Customer Segmentation
via K-Means Clustering with KPCA
In the context of business, a clustering algorithm is a commercial strategy that facilitates customer segmentation, which is the classification of similar customers into the same segment. The clustering technique provides a more comprehensive understanding of clients, both in terms of their static demographics and their dynamic behaviors. Businesses can benefit from this strategy by building segment-specific marketing tactics. Clustering is the process of categorizing all of the data into groups (also known as clusters) based on patterns in the data, observing and changing the residual deviations of values.
The dataset contains information on 9000 credit cardholders who actively used their cards over the course of six months; however, because to memory and processing constraints, we will only utilize the first 1000 records. Using an unsupervised learning strategy, we will examine these data to create consumer categories based on a shared attribute. Afterwards, we will be able to fine-tune our marketing efforts for each subgroup.
The datasetThis is a personal project completed as part of my portfolio.

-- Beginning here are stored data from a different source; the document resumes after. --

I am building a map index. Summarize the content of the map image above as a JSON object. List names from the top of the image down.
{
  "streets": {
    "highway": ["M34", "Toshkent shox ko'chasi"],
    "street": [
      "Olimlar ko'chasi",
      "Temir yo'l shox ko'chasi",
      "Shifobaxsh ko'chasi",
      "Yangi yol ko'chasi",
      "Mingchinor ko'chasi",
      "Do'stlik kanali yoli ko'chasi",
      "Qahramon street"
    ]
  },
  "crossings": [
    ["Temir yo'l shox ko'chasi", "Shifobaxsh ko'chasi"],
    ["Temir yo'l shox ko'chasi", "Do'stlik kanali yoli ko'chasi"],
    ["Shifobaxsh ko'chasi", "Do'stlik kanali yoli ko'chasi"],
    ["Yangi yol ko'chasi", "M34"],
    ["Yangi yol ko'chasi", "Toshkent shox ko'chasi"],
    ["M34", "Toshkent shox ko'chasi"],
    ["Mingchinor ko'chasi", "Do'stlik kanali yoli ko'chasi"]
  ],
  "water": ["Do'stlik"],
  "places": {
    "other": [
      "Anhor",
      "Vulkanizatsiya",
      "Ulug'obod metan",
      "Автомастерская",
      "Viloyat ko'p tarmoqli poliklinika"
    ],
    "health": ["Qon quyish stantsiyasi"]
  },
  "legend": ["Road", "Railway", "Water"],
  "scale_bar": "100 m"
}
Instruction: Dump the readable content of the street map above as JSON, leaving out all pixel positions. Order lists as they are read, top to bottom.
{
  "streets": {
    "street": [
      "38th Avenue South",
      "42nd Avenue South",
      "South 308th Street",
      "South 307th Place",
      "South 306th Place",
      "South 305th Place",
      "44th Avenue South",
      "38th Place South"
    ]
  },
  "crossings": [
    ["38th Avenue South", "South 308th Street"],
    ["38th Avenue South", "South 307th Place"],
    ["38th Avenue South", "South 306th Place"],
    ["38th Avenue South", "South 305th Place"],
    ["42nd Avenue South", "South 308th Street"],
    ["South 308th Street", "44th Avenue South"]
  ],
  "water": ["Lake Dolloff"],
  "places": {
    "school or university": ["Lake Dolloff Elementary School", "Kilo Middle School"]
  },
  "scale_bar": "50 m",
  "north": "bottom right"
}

The dataset for the project was shared by Zohre Notash and is available on Kaggle.
The file contains following 18 behavioral characteristics at the customer level.
- CUST_ID: Credit card holder ID
- BALANCE: Monthly average balance (based on daily balance averages)
- BALANCE_FREQUENCY: Ratio of last 12 months with balance
- PURCHASES: Total purchase amount spent during last 12 months
- ONEOFF_PURCHASES: Total amount of one-off purchases
- INSTALLMENTS_PURCHASES: Total amount of installment purchases
- CASH_ADVANCE: Total cash-advance amount
- PURCHASES_ FREQUENCY: Frequency of purchases (Percent of months with at least one purchase)
- ONEOFF_PURCHASES_FREQUENCY: Frequency of one-off-purchases PURCHASES_INSTALLMENTS_FREQUENCY: Frequency of installment purchases
- CASH_ADVANCE_ FREQUENCY: Cash-Advance frequency
- AVERAGE_PURCHASE_TRX: Average amount per purchase transaction
- CASH_ADVANCE_TRX: Average amount per cash-advance transaction
- PURCHASES_TRX: Average amount per purchase transaction
- PAYMENTS: Total payments (due amount paid by the customer to decrease their statement balance) in the period
- MINIMUM_PAYMENTS: Total minimum payments due in the period.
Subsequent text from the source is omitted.